Из-за дурноты и проклятого дыхания доктор застыл гораздо ближе к перекрученной туше, чем ему хотелось бы, но, не успев подумать о том, что надо бы отойти, вдруг ощутил, как о его руку потерлось нечто влажное. Похоже на ладонь, но в действительности то была кровавая перетянутая жгутом культя. Сам Холмс не сдвинулся ни на дюйм — он был в том уверен. Потрясение оказалось чересчур сильным, чтоб хотя бы пошевелиться. Все происходило будто в ночном кошмаре, когда можно лишь молиться о том, чтобы сон оказался сном.
— Боже, помоги нам, он жив! — взвизгнул детектив, рванулся прочь, и голос захлебнулся в плотной массе поднявшейся из желудка жидкости. Шеф Куртц тоже крикнул и куда-то пропал.
Поворачиваясь, Холмс смотрел в пустые выпученные глаза Финеаса Дженнисона, на его изувеченное обнаженное тело, а еще на то, как трепещут и дергаются конечности. То был всего миг, воистину — десятая часть от сотой доли секунды, тело тут же застыло, чтоб никогда более не шевельнуться, — и все же Холмс ни разу не усомнился в том, чему был свидетелем. Доктор замер, маленький рот пересох и дернулся в судороге, глаза непроизвольно моргали, наполняясь нежеланной влагой, а пальцы отчаянно гнулись. Доктор Оливер Уэнделл Холмс понимал, что последнее шевеление Финеаса Дженнисона вовсе не было сознательным движением живого существа, добровольным жестом осознающего себя человека. Всего лишь замедленные бездумные конвульсии непостижимой смерти. Но от понимания легче не делалось.
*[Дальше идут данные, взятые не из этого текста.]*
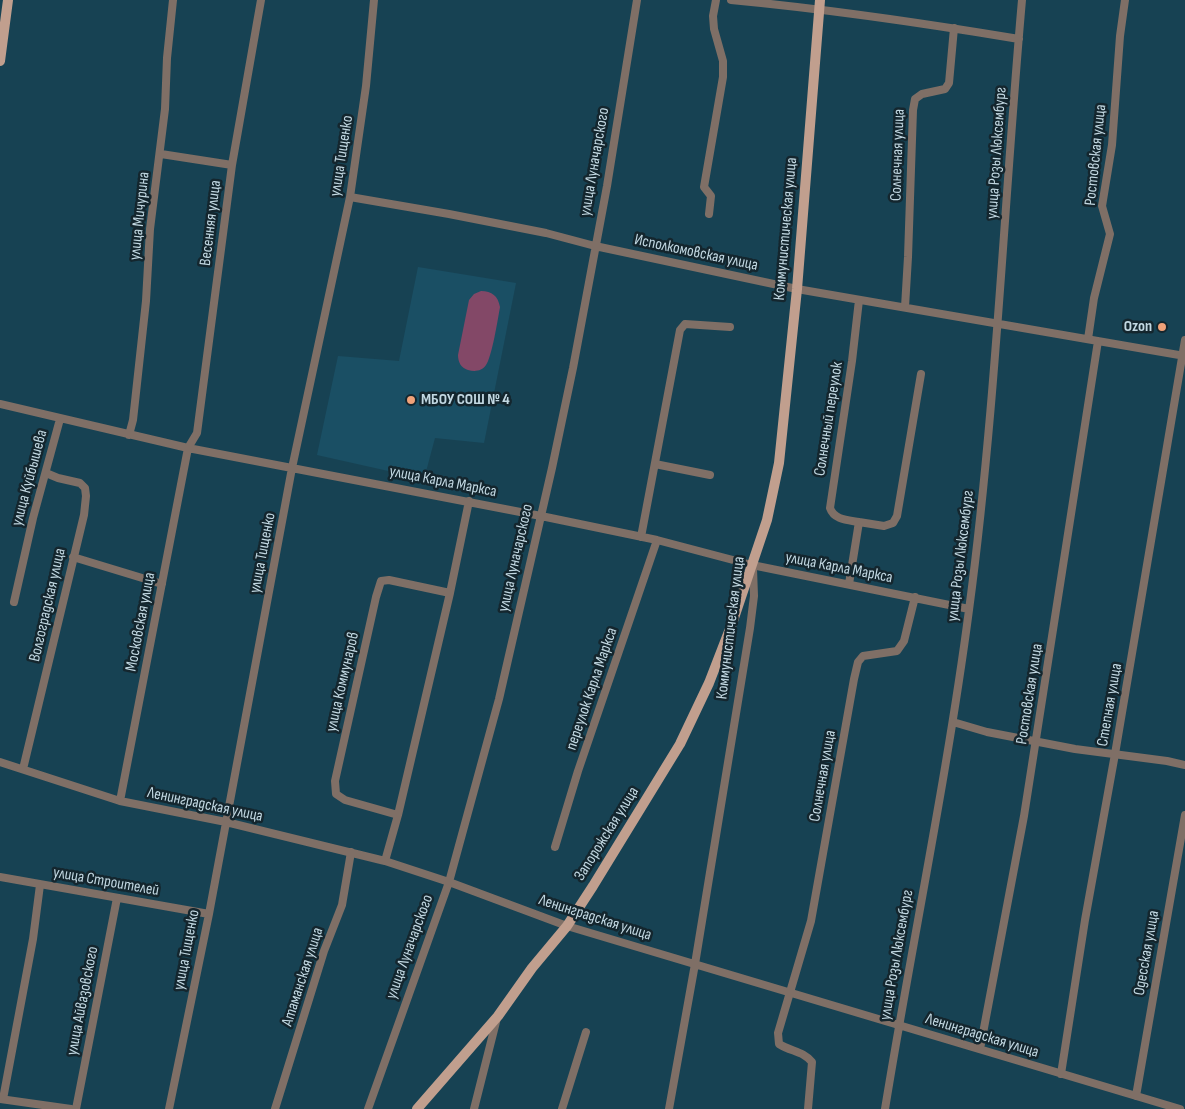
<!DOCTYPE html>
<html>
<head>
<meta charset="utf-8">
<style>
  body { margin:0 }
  canvas { display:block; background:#174253 }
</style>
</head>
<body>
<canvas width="1185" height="1109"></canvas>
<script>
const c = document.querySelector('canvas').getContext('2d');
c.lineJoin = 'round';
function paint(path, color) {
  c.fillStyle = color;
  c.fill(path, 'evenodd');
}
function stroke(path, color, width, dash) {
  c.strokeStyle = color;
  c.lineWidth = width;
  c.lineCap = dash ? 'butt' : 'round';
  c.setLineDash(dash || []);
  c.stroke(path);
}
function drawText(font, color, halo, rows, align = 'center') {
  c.font = font + ' "Sofia Sans Condensed",sans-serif';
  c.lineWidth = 5;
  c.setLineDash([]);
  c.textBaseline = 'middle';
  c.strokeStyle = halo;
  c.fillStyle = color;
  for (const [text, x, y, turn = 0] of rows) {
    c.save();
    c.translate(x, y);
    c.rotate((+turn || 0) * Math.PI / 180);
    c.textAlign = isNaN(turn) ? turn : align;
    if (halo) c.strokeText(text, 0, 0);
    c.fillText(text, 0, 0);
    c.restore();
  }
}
paint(new Path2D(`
  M418,267l98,16 -32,160 -49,-5 -11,41 -107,-24 21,-99 61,5z`), '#1a4f64');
paint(new Path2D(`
  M481,291c11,0 17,5 19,16 -2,11 -8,50 -14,58 -4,6 -11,7 -18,5 -7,-2 -10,-8 -10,-15l11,-55 5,-6z`), '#834867');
stroke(new Path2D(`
  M731,0c96,9 192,23 288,39
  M161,154l71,11
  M350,197l99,17 97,19 49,13 202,43 388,67
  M709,214l2,-18 -7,-9 19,-110v-16l-9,-32 -1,-13 3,-16
  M905,307l3,-50 5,-147 2,-11 7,-5 23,-5 4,-6 5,-55
  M1088,339l6,-41 16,-64 -8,-28 10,-61 8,-109 5,-36
  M0,404l188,44 353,68 116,24 95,25 217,44
  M129,435l4,-15 13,-119 4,-72 15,-120 2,-51 6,-58
  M655,464l55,11
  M859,522c-11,-2 -25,-2 -29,-14l22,-147 7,-61
  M641,537l39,-207 5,-6 45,3
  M73,557l89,27
  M849,584l10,-62 25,4 9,-3 4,-7 24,-142
  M14,602l19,-84 27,-99
  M953,722l34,10 88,17 92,12 18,4
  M0,762l120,39 106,21 159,39 64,21 118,44 613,183
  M23,769l61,-254 2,-19 -1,-8 -5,-5 -22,-5 -12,-5
  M120,801l68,-353 9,-15 35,-268 29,-165
  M398,815l-53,-15 -9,-6 -1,-13 41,-184 5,-16 8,-1 61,13
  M555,847l23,-76 79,-231
  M385,861l13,-46 52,-222 19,-92
  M0,877l209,37
  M980,1049l44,-233 74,-475
  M1061,1074l24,-154 30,-166 70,-414
  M1136,1096l49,-281
  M0,1099l71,10
  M3,1099l30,-160 7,-54
  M76,1109l41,-211
  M169,1109l40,-195 83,-446 58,-271 16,-111 8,-86
  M275,1109l49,-158 18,-46 9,-53
  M368,1109l81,-227 50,-183 53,-231 21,-100 34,-182 30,-186
  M474,1109l23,-91
  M562,1109l24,-77
  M669,1109l26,-145 55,-336 4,-32 -1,-27
  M808,1109l4,-47c-9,-11 -20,-10 -33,-18l-1,-11 33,-112 43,-242 4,-17 5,-6 34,-5 7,-10 11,-44
  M885,1109c27,-166 62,-332 84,-499 27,-202 35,-407 53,-610`), '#7f6f66', 8);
stroke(new Path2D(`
  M0,61l8,-61
  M417,1109l81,-93 34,-48 35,-42 26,-40 87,-142 29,-61 24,-62 34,-101 12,-57 18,-174 23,-289`), '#c19f8e', 10);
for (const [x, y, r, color] of [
  [1162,327,5,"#f0a279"],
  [411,400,5,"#f0a279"]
]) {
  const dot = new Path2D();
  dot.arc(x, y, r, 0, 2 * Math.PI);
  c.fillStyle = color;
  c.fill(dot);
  stroke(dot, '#14262e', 2);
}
drawText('16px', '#c2d8e2', '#14262e', [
  ["улица Розы Люксембург",997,153,-86],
  ["Солнечная улица",898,155,-88],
  ["Ростовская улица",1096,155,-84],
  ["улица Тищенко",342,156,-81],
  ["улица Луначарского",595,162,-80],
  ["улица Мичурина",140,216,-84],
  ["Весенняя улица",211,223,-83],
  ["Коммунистическая улица",786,229,-85],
  ["Исполкомовская улица",696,253,12],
  ["Солнечный переулок",829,419,-81],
  ["улица Куйбышева",30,478,-75],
  ["улица Карла Маркса",443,482,11],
  ["улица Тищенко",263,553,-79],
  ["улица Розы Люксембург",961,556,-83],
  ["улица Луначарского",516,558,-77],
  ["улица Карла Маркса",839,568,11],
  ["Волгоградская улица",48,605,-77],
  ["Московская улица",141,622,-79],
  ["Коммунистическая улица",731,628,-83],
  ["улица Коммунаров",343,682,-77],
  ["переулок Карла Маркса",592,689,-71],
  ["Ростовская улица",1030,694,-81],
  ["Степная улица",1110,705,-80],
  ["Солнечная улица",823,776,-80],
  ["Ленинградская улица",205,805,12],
  ["Запорожская улица",607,834,-58],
  ["улица Строителей",106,882,10],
  ["Ленинградская улица",595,918,18],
  ["улица Луначарского",410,947,-70],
  ["улица Тищенко",187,950,-79],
  ["Одесская улица",1147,953,-80],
  ["улица Розы Люксембург",897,955,-80],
  ["Атаманская улица",303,977,-72],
  ["улица Айвазовского",83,1001,-79],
  ["Ленинградская улица",982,1036,17]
]);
drawText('bold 16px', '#c2d8e2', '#14262e', [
  ["Ozon",1152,327],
  ["МБОУ СОШ № 4",421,400,"left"]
], 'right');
</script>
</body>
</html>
Касание смерти заморозило кровь, и Холмс насилу осознавал, как его везли обратно — по водам гавани, а после в полицейской коляске, именуемой «Черная Мария»; рядом лежало тело Дженнисона, направлялись они в медицинский колледж, и по пути доктору объяснили, что эксперт-медик Барникот в борьбе за повышение жалованья слег в постель с тяжелой пневмонией, профессора же Хэйвуда никак невозможно сейчас сыскать. Холмс кивал, точно и вправду слушал. Студент Хэйвуда вызвался помочь доктору на вскрытии. Холмс едва отметил в голове этот торопливый обмен словами; в темном верхнем кабинете медицинского колледжа он почти не ощущал своих рук, когда те соединялись со столь невозможно иссеченным телом.